Segment Open
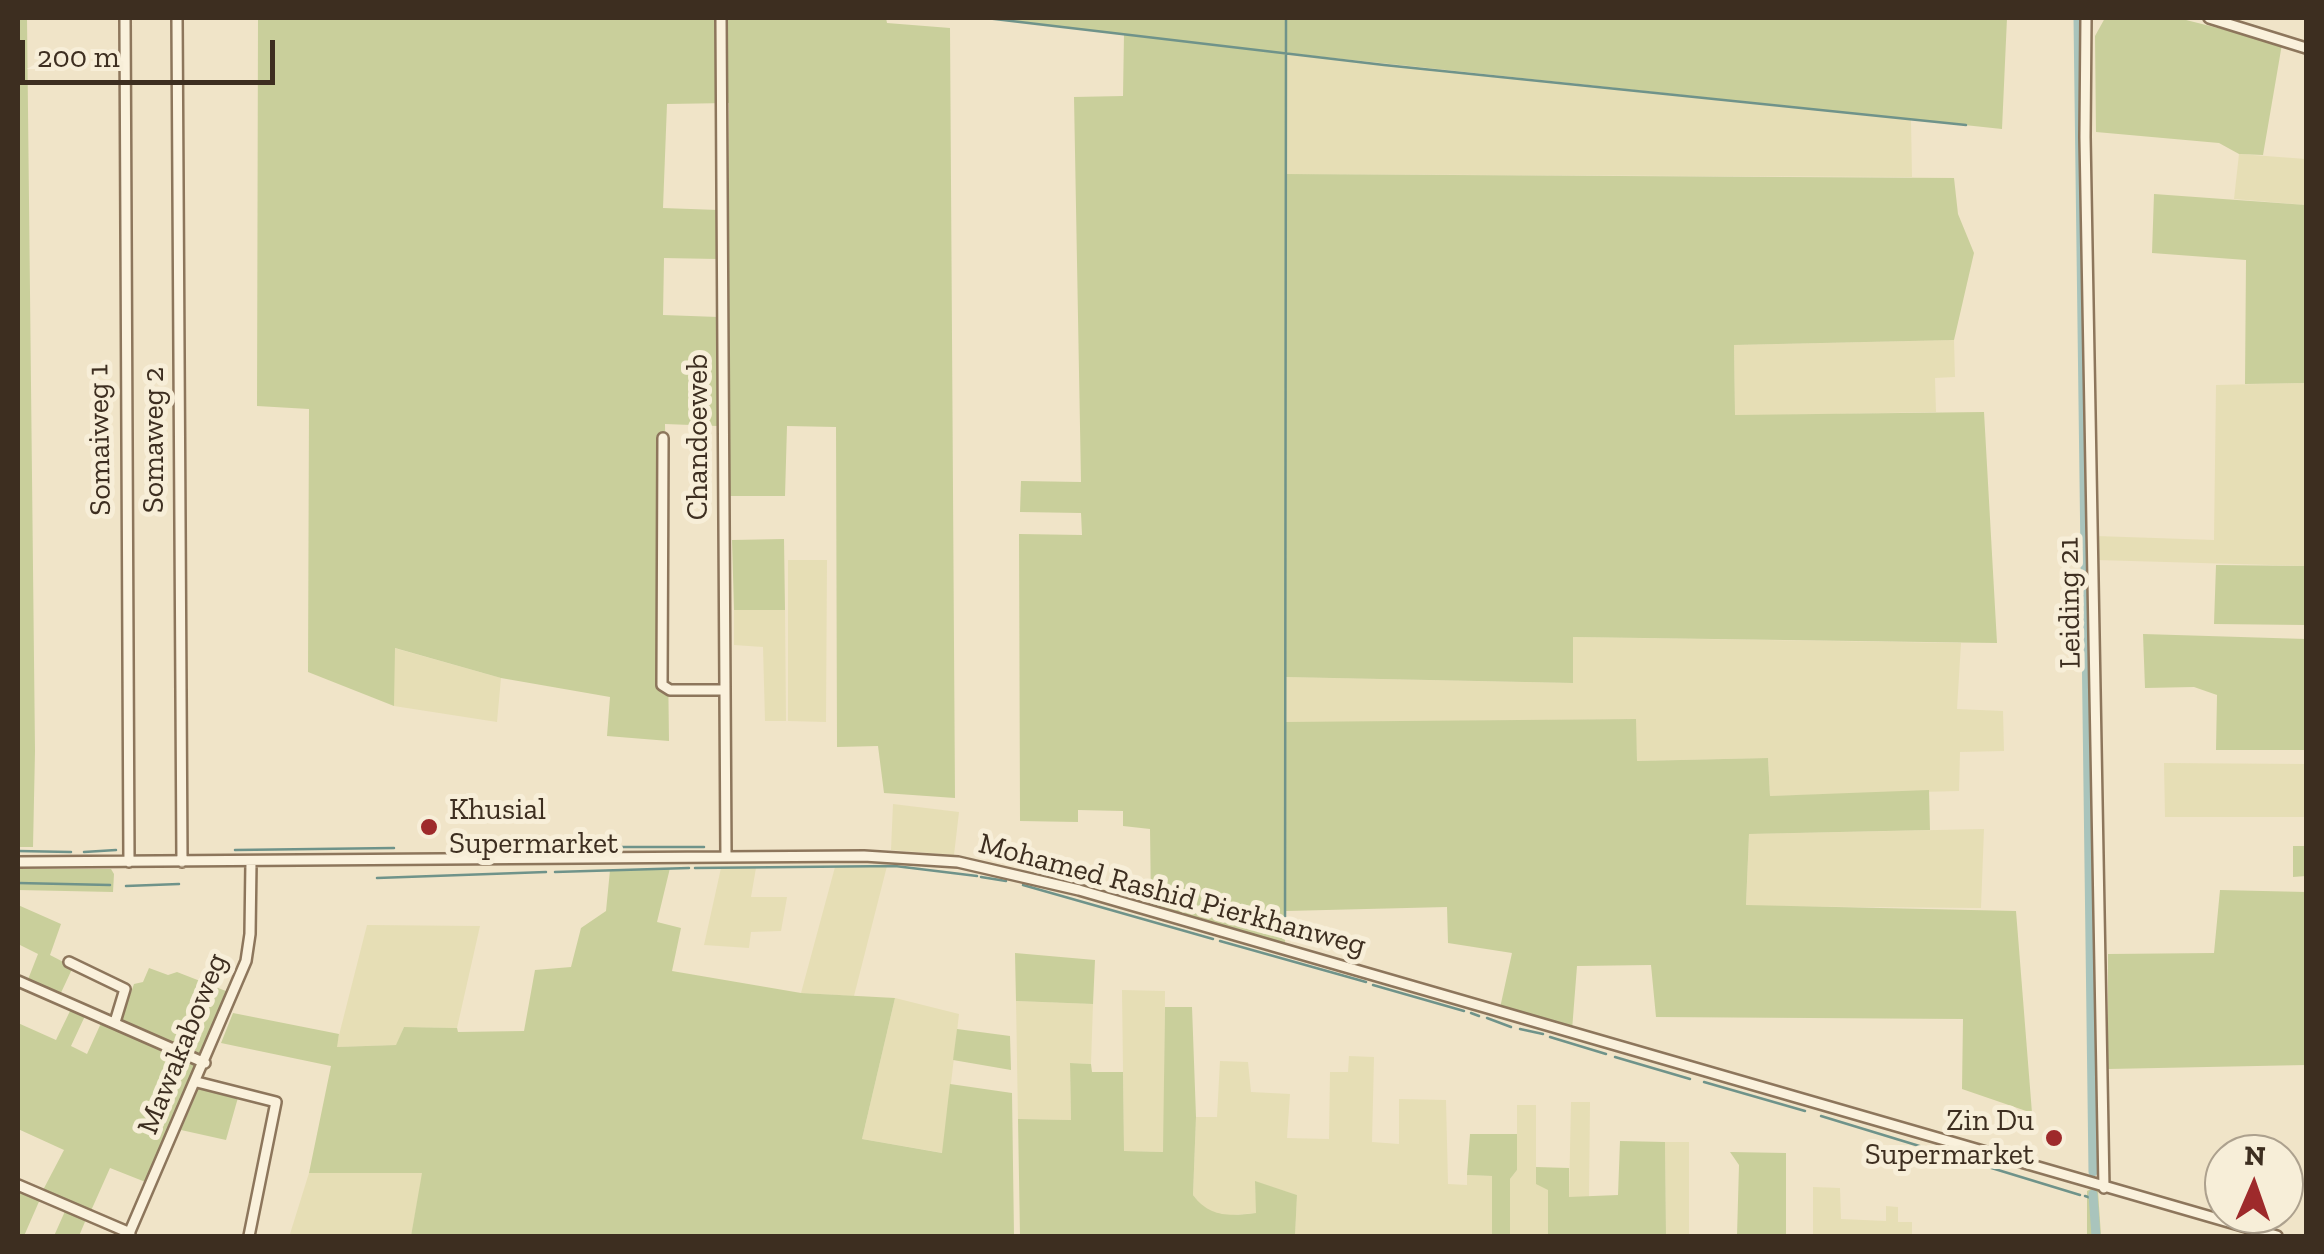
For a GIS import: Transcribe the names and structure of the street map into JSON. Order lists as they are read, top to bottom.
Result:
{
  "streets": {
    "street": [
      "Chandoeweb",
      "Somaiweg 1",
      "Somaweg 2",
      "Leiding 21",
      "Mohamed Rashid Pierkhanweg",
      "Mawakaboweg"
    ]
  },
  "crossings": [
    ["Chandoeweb", "Mohamed Rashid Pierkhanweg"],
    ["Somaiweg 1", "Mohamed Rashid Pierkhanweg"],
    ["Somaweg 2", "Mohamed Rashid Pierkhanweg"],
    ["Leiding 21", "Mohamed Rashid Pierkhanweg"],
    ["Mohamed Rashid Pierkhanweg", "Mawakaboweg"]
  ],
  "places": ["Khusial Supermarket", "Zin Du Supermarket"],
  "scale_bar": "200 m",
  "north": "top"
}
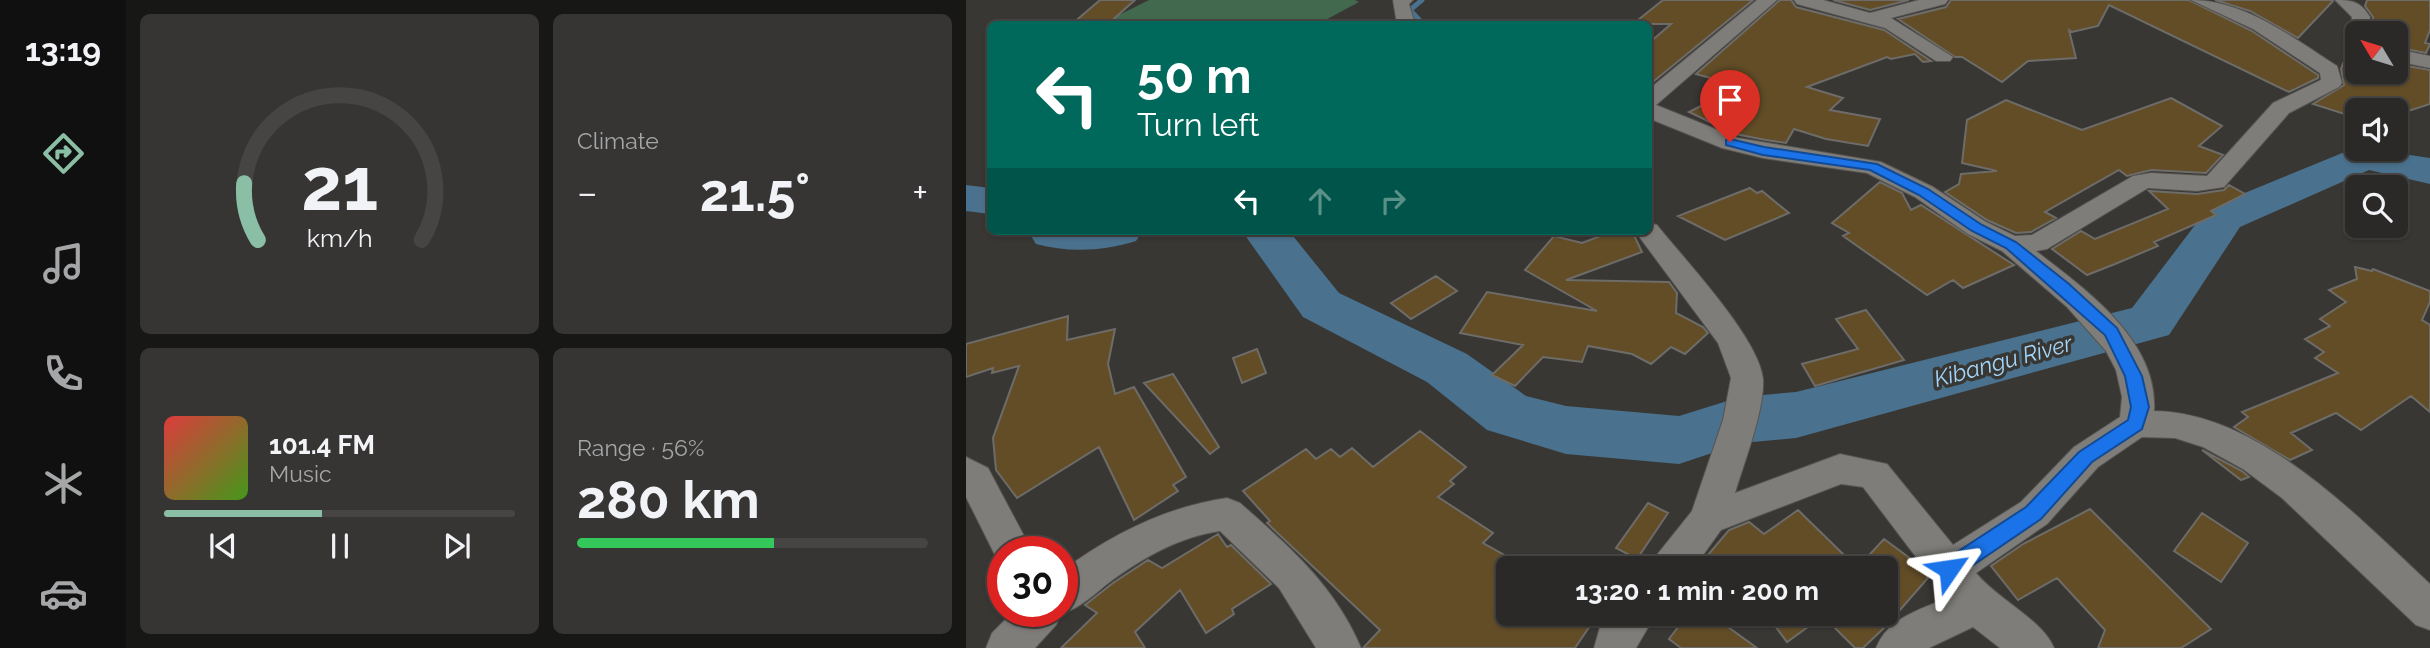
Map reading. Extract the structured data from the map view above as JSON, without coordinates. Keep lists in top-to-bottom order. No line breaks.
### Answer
{"water":["Kibangu River"],"north":"top left","page":{"tabs":"13:19","tile":["Climate",["Range · 56%","280 km"]],"turn":["50 m","Turn left"],"heat":["−","21.5°","+"],"song":["101.4 FM","Music"],"limit":"30","trip":"13:20 · 1 min · 200 m","gauge":["21","km/h"]}}
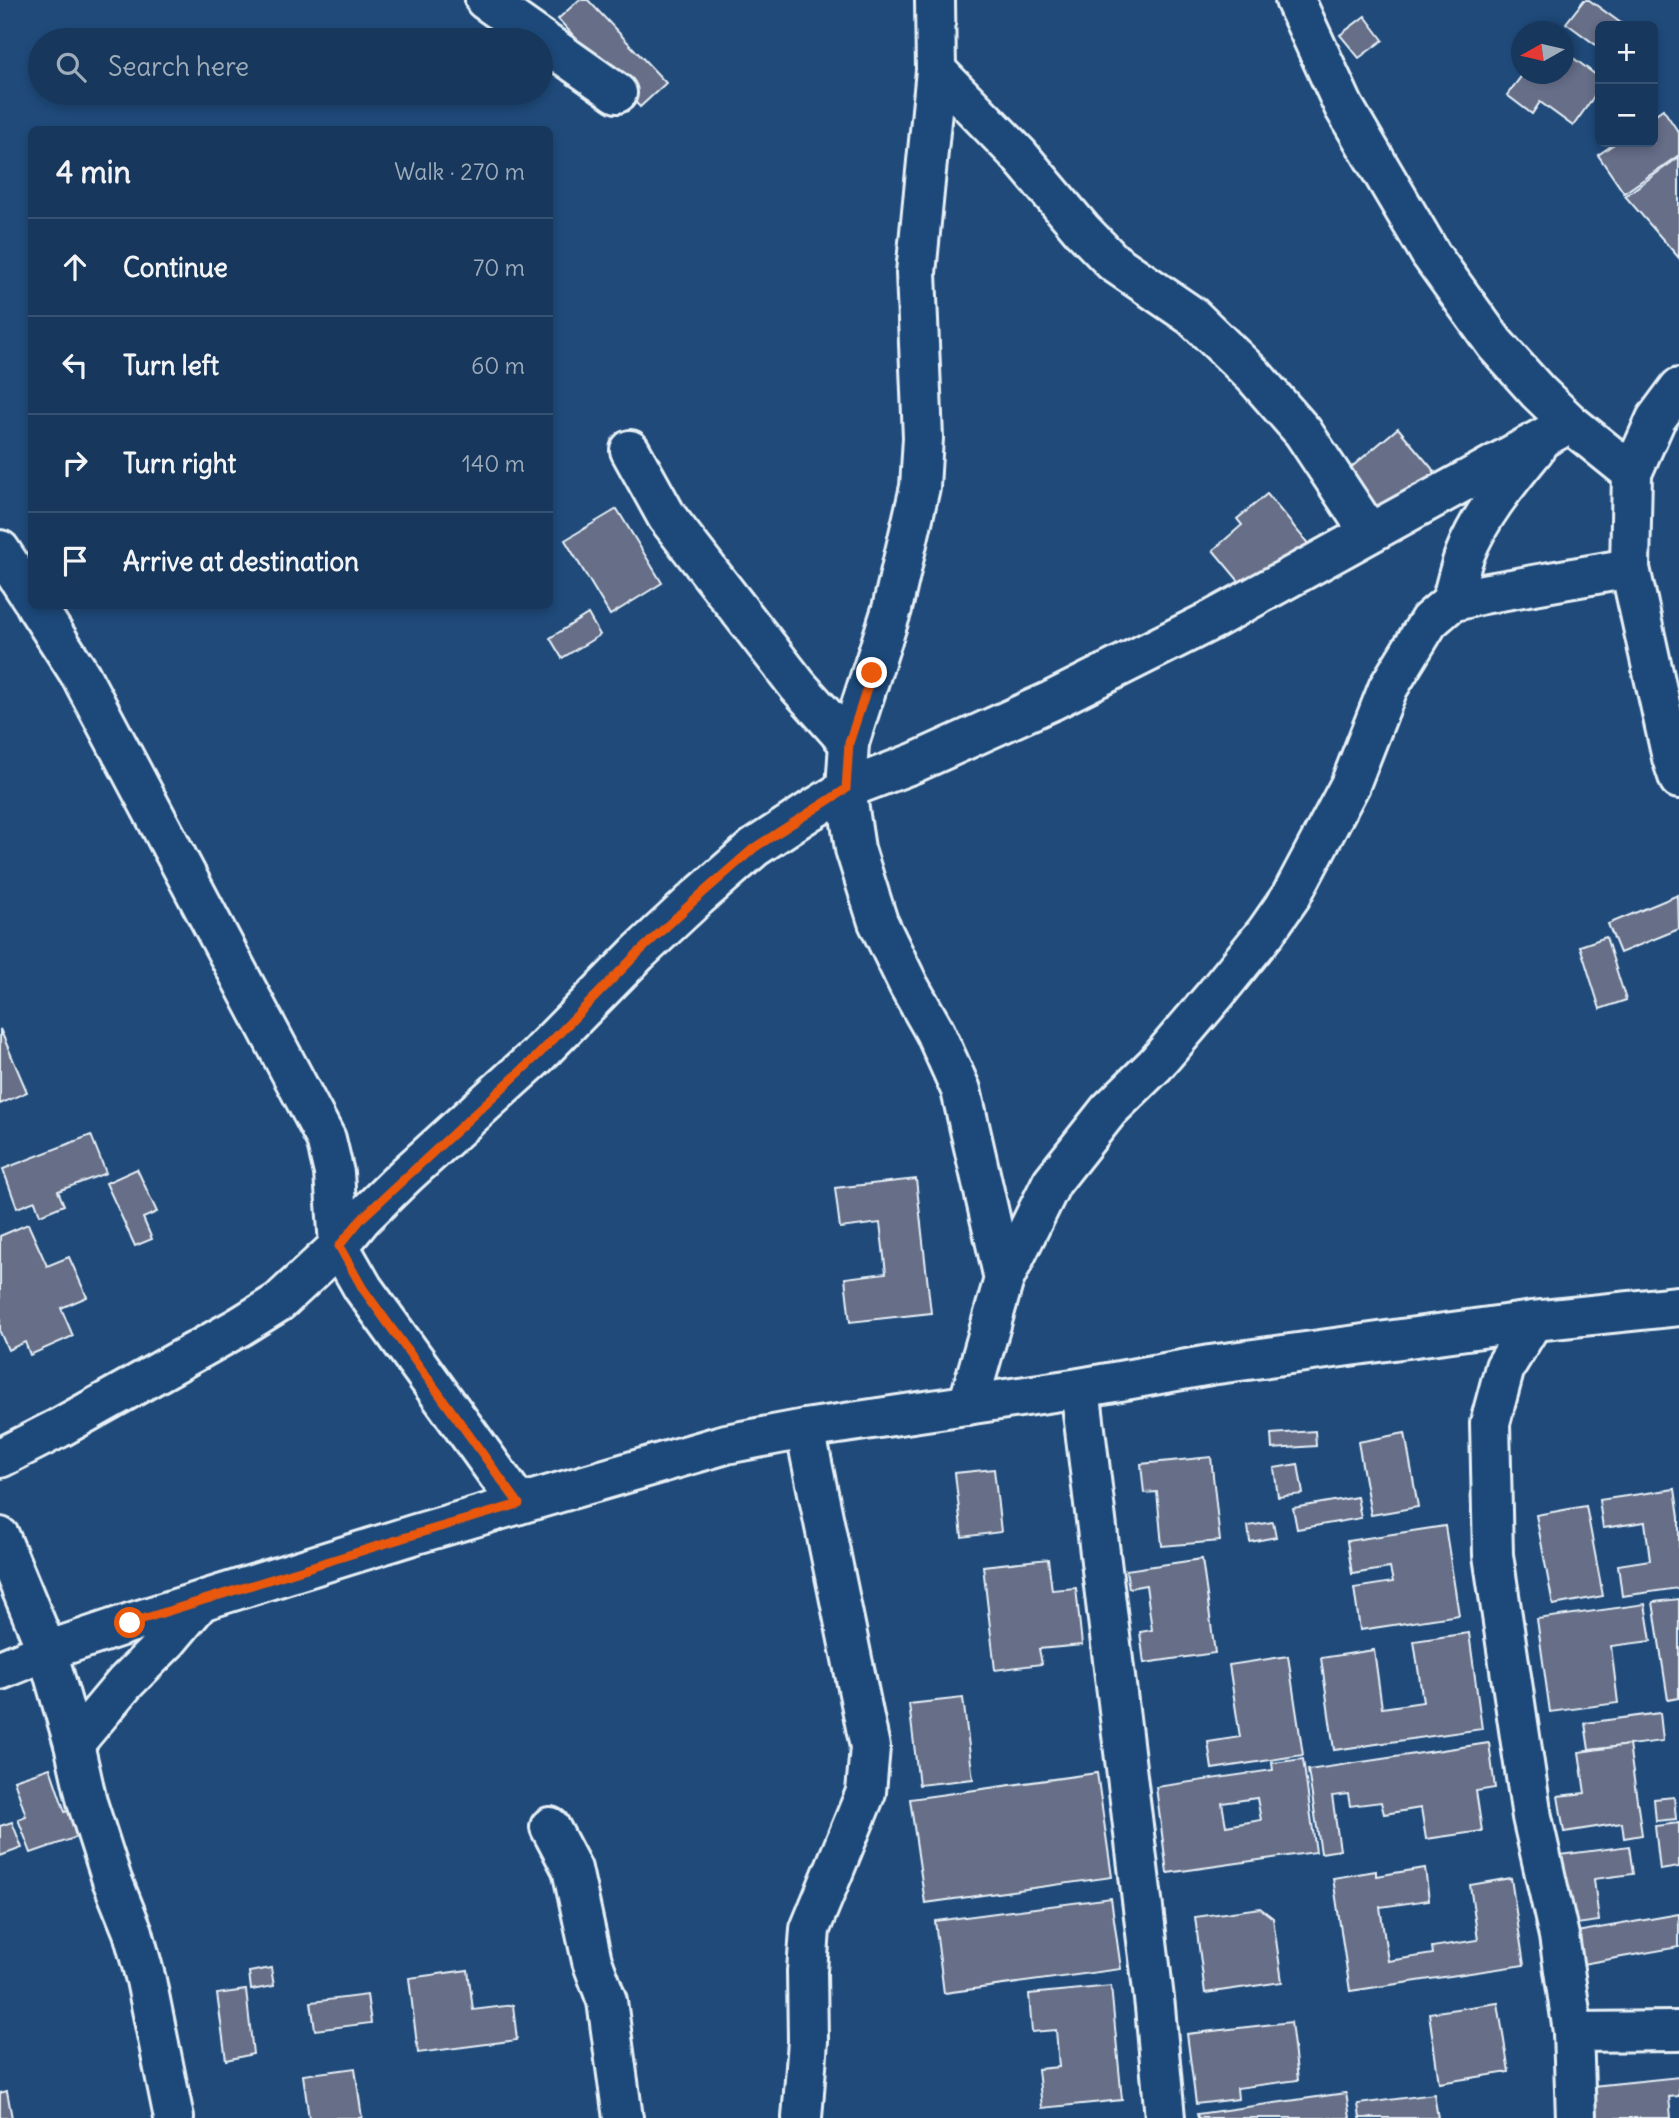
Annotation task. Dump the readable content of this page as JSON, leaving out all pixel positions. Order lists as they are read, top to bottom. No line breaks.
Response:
Segment Closed
> Problem to solve
The lines holding the string "bottom" are what is needed from the material above.

> Solution
For a GIS import: Transcribe the names and structure of the street map into JSON. Order lists as they are read, top to bottom.
Map reading. Extract the structured data from the map view above as JSON, without coordinates. Keep lists in top-to-bottom order. No line breaks.
Annotation task. Dump the readable content of this page as JSON, leaving out all pixel positions. Order lists as they are read, top to bottom. No line breaks.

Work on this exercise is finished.